Os modelos murine de GVHD são uma ferramenta eficaz para estudar a biologia do GVHD e a resposta GVL5. Camundongos são um modelo animal de pesquisa econômico. São pequenos e eficientemente dosados com moléculas e biológicas nas fases iniciais do desenvolvimento6. Camundongos são animais de pesquisa ideais para estudos de manipulação genética por serem geneticamente bem definidos, o que é ideal para estudar caminhos biológicos e mecanismos6. Vários modelos de complexo de histocompatibilidade maior estrito do mouse (MHC) MHC-incompatíveis de GVHD foram bem estabelecidos, tais como C57BL/6 (H2b) para BALB/c (H2d) e FVB (H2q)→C57BL/6 (H2b)5,7. Estes são modelos particularmente valiosos para determinar o papel de tipos de células individuais, genes e fatores que afetam o GVHD. Transplante de C57/BL/6 (H2b) doadores parentais para receptores com mutações no MHC I (B6.C-H2bm1) e/ou MHC II (B6.C-H2bm12) revelaram que uma incompatibilidade tanto na classe MHC I quanto na classe II é um requisito importante para o desenvolvimento do GVHD agudo. Isso sugere que tanto as células CD4+ quanto CD8+ T são necessárias para o desenvolvimento da doença7,8. GVHD também está envolvido em uma cascata inflamatória conhecida como a "tempestade de citocinas pró-inflamatórias"9. O método de condicionamento mais comum em modelos de murina é a irradiação corporal total (TBI) por raio-X ou 137Cs. Isso leva à ablação da medula óssea do receptor, permitindo assim o enxerto de células-tronco do doador e prevenindo a rejeição do enxerto. Isso é feito limitando a proliferação de células T receptoras em resposta às células doadoras. Além disso, as disparidades genéticas desempenham um papel importante na indução da doença, que também depende da menor incompatibilidademhc-incompatível 10. Portanto, a dose mieloablativa de irradiação varia em diferentes cepas de camundongos (por exemplo, BALB/c→C57BL/6).

A ativação de células T doadoras por células apresentadoras de antígenos hospedeiros (APCs) é essencial para o desenvolvimento do GVHD. Entre os APCs, as células dendríticas (DCs) são as mais potentes. Eles são herdavelmente capazes de induzir GVHD devido à sua captação superior de antígenos, expressão de moléculas co-estimuladoras de células T e produção de citocinas pró-inflamatórias que polarizam as células T em subconjuntos patogênicos. Os DCs receptores são fundamentais para facilitar a escorva de células T e a indução de GVHD após o transplante11,12. Assim, os DCs tornaram-se alvos interessantes no tratamento do GVHD12.

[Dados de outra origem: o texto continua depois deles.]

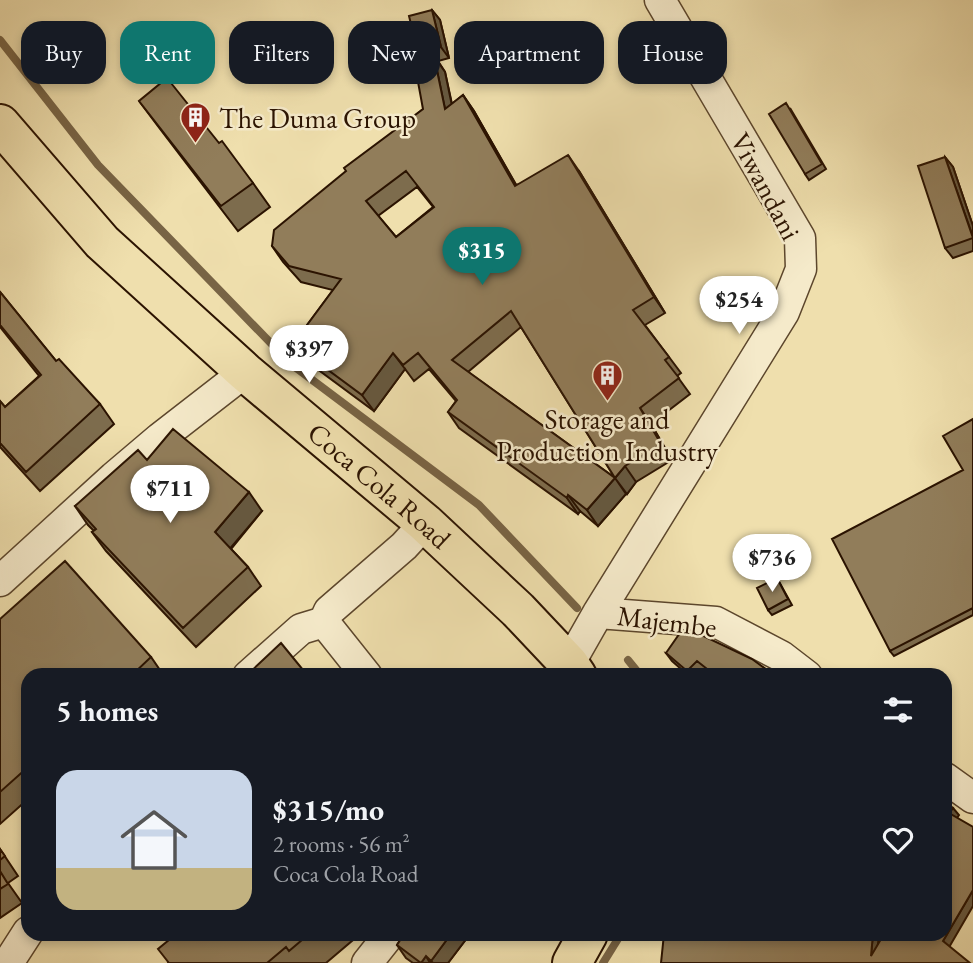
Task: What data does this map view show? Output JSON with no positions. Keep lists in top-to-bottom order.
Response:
{
  "streets": {
    "main road": ["Coca Cola Road"],
    "street": ["Viwandani", "Majembe"]
  },
  "crossings": [
    ["Viwandani", "Majembe"]
  ],
  "places": {
    "building": ["The Duma Group", "Storage and Production Industry"]
  },
  "page": {
    "chip": [
      "Buy",
      "Rent",
      "Filters",
      "New",
      "Apartment",
      "House"
    ],
    "price": [
      "$315",
      "$254",
      "$397",
      "$711",
      "$736"
    ],
    "heading": "5 homes",
    "list": [
      {
        "name": "$315/mo",
        "note": "2 rooms · 56 m² · Coca Cola Road"
      }
    ]
  }
}
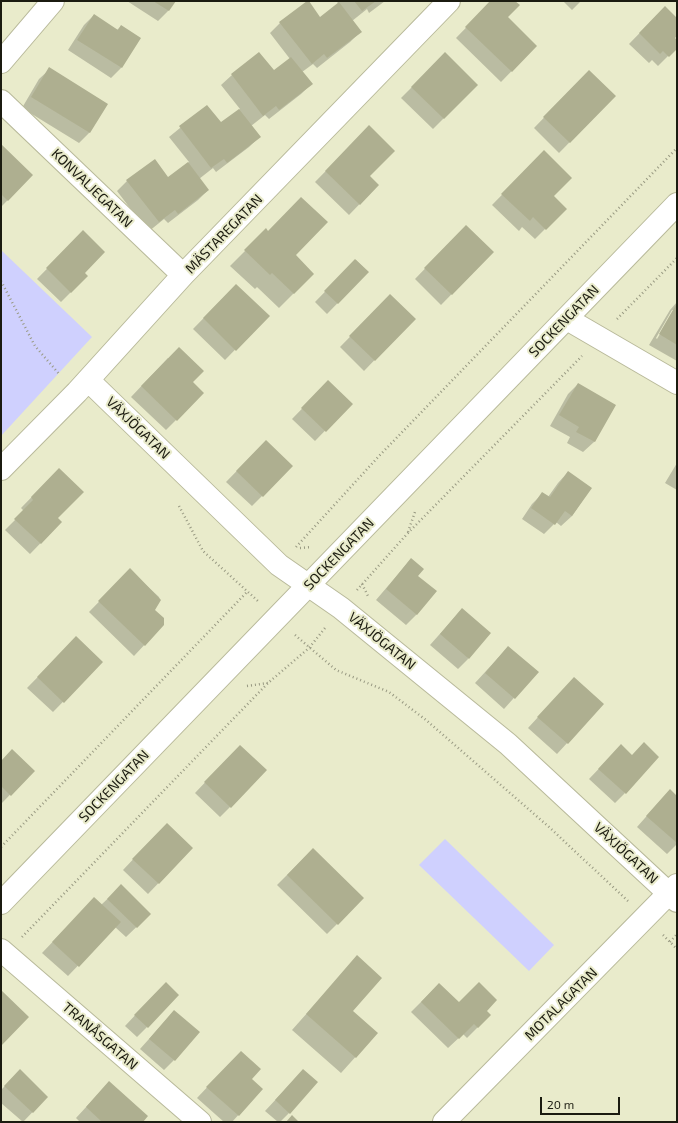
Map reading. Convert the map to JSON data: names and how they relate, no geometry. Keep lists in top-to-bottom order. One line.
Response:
{"streets":{"street":["KONVALJEGATAN","MÄSTAREGATAN","SOCKENGATAN","VÄXJÖGATAN","MOTALAGATAN","TRANÅSGATAN"]},"crossings":[["KONVALJEGATAN","MÄSTAREGATAN"],["MÄSTAREGATAN","VÄXJÖGATAN"],["SOCKENGATAN","VÄXJÖGATAN"],["VÄXJÖGATAN","MOTALAGATAN"]],"scale_bar":"20 m"}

O TCE é necessário para melhorar o enxerto celular do doador. Devido ao efeito TBI, os DCs receptores são ativados e sobrevivem por um curto período de tempo após o transplante12. Apesar dos grandes avanços no uso da bioluminescência ou fluorescência, estabelecer um modelo eficaz para estudar o papel dos DCs receptores no GVHD ainda é desafiador.

Como as células T doadoras são a força motriz para a atividade da GVL, estratégias de tratamento usando drogas imunossupressoras, como esteróides, para suprimir a aloreatividade das células T, muitas vezes causam recaída ou infecçãotumoral 13. Portanto, direcionar os DCs receptores pode fornecer uma abordagem alternativa para tratar o GVHD, preservando o efeito GVL e evitando a infecção.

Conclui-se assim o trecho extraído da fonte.